Caliph of the Mouride Brotherhood
- In office 1945–1968
- Preceded by: Serigne Mouhamadou Moustapha Mbacké
- Succeeded by: Serigne Abdou Ahad Mbacké

Personal details
- Born: 1888 Daaru Salaam, Senegal
- Died: 1968 (aged 79–80) Touba, Senegal

= Serigne Mouhamadou Fallilou Mbacké =

Senegalese religious leader

Serigne Mouhamadou Fallou Mbacké (Serigne Muhammadu Fadal Mbacke; Wolof: Sëriñ Muhammadu Fallou Mbàkke; 1888–1968) was a Senegalese religious leader.
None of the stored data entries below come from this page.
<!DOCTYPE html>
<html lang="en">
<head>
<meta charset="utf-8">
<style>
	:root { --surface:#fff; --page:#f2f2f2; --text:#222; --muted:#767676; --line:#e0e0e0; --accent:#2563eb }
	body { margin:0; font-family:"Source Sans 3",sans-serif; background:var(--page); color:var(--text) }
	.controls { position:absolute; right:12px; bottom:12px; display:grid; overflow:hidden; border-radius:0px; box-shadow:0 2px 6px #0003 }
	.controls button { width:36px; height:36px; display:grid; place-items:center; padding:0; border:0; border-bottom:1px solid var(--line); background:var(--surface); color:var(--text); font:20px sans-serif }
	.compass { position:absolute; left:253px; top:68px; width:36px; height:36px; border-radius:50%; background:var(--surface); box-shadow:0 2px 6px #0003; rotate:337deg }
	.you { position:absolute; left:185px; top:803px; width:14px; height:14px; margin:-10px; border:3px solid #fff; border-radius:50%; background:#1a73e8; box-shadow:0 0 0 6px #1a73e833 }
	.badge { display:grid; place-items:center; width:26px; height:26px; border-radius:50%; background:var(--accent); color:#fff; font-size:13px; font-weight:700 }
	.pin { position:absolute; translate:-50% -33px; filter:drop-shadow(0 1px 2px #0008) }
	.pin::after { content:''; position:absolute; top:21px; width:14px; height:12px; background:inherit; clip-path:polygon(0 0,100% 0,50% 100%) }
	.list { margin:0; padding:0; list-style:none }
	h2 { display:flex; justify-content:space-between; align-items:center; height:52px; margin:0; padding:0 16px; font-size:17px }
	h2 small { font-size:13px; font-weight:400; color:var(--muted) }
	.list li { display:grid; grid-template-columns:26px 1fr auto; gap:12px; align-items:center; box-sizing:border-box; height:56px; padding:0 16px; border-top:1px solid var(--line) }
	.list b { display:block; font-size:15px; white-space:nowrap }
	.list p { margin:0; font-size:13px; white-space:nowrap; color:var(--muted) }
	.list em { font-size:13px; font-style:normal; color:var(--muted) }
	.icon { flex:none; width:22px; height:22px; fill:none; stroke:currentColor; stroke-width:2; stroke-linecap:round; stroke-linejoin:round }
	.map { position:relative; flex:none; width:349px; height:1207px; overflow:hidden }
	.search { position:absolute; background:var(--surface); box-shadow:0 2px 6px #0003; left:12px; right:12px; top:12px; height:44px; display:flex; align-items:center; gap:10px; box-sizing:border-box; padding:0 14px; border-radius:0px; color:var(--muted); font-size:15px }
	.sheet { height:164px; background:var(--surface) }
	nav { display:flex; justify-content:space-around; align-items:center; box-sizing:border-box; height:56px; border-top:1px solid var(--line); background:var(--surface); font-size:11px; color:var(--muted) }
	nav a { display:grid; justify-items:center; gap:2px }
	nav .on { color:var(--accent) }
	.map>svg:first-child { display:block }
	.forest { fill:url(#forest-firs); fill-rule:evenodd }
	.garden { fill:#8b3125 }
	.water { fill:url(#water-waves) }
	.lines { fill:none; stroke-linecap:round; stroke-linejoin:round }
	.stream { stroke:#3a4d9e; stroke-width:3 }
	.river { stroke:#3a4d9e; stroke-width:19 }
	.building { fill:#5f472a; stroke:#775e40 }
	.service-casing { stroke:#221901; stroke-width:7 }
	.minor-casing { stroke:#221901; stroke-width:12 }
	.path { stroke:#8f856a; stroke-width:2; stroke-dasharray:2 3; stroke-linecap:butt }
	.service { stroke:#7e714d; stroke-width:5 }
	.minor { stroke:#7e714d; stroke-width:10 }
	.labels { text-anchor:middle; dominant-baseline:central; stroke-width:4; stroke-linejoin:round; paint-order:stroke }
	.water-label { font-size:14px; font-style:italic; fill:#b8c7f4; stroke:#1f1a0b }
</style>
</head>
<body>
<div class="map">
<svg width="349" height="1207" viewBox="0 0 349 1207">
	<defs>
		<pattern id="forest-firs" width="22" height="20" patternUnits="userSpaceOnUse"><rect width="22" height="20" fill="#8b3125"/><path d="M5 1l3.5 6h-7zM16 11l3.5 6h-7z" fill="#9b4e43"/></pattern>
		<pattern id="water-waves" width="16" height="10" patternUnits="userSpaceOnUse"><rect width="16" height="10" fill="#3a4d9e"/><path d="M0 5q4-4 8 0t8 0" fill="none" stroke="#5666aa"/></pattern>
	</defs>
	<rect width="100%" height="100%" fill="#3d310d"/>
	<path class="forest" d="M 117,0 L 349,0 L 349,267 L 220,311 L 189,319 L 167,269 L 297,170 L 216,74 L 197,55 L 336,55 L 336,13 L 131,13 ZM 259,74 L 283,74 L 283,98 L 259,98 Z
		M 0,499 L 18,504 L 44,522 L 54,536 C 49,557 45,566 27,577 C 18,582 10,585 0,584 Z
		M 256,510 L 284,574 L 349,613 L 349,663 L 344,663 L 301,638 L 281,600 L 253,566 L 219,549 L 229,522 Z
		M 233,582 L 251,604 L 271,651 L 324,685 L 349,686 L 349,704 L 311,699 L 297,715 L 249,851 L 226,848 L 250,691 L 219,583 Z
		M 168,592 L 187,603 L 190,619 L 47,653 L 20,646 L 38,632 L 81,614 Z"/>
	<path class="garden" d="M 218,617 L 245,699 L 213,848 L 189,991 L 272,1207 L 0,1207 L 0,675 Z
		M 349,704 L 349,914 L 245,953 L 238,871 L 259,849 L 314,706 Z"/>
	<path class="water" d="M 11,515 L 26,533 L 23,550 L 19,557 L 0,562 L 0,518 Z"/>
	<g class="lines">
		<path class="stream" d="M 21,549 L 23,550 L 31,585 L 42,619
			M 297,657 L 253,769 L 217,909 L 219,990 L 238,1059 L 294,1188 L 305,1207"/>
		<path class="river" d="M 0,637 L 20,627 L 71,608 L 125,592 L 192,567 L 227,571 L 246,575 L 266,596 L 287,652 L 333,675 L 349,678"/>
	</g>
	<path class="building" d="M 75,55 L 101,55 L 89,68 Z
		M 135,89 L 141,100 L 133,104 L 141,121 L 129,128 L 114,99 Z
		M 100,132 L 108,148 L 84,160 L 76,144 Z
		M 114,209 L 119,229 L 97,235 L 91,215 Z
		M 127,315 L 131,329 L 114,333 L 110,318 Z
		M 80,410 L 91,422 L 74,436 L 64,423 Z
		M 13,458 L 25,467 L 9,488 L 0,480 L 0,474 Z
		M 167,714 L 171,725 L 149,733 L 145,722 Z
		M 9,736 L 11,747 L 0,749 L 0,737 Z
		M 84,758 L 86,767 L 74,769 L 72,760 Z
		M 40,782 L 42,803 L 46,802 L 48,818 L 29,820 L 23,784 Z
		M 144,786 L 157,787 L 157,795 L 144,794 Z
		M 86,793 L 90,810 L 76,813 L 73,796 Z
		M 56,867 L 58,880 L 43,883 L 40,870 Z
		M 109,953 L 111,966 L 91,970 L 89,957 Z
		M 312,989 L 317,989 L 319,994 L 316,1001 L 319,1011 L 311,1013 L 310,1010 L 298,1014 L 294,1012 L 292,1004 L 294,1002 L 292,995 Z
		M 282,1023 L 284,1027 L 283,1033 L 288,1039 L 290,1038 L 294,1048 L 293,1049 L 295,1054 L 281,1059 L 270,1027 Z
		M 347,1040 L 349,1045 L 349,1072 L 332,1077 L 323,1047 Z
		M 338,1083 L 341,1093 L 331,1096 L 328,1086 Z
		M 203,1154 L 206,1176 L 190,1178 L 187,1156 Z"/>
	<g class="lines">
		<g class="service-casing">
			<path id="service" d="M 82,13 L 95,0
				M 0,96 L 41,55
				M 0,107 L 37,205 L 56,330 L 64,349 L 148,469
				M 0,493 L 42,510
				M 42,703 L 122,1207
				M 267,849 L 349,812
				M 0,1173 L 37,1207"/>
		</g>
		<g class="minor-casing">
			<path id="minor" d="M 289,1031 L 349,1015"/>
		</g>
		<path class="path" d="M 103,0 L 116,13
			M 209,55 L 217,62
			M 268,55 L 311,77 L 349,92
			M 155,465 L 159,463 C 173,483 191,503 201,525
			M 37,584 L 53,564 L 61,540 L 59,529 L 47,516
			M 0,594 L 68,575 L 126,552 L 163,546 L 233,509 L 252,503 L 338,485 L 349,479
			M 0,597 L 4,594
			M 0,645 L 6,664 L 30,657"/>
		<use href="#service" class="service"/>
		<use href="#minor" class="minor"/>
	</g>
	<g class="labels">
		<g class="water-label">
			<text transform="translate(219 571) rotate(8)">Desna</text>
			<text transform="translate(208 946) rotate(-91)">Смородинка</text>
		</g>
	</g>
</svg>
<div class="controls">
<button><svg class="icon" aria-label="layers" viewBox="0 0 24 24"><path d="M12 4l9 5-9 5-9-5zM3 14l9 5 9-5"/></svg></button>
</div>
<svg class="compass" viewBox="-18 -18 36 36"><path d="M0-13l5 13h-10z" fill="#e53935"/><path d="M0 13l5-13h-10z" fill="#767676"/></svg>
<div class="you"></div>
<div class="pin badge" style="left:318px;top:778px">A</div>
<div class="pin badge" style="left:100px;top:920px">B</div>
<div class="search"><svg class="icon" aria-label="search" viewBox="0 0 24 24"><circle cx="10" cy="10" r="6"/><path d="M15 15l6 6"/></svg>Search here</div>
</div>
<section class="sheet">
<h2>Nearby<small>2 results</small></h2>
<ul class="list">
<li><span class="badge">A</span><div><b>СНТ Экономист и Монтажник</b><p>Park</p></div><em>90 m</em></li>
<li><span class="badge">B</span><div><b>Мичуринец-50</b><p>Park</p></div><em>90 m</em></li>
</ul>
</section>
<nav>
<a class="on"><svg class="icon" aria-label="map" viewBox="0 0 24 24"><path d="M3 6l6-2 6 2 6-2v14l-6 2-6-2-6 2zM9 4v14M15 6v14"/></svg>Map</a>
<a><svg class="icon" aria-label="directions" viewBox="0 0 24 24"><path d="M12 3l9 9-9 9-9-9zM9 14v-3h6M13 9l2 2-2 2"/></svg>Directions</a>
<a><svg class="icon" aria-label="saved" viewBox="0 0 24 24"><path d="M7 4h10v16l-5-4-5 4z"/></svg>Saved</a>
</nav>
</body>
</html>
He served as the second Caliph of the Mouride brotherhood, a large Sufi order based in Senegal, from 1945 until his death in 1968. He was the son of Sufi saint and religious leader Sheikh Amadou Bamba.

==Life==
Serigne Mouhamadou Fallilou Mbacké was born in 1888 (on the 27th night of Rajab) in Daaru Salam, Senegal. He presided over the inauguration of the expansion of the Great Mosque of Touba on June 7, 1963. His eldest son is Serigne Modu Busso Dieng.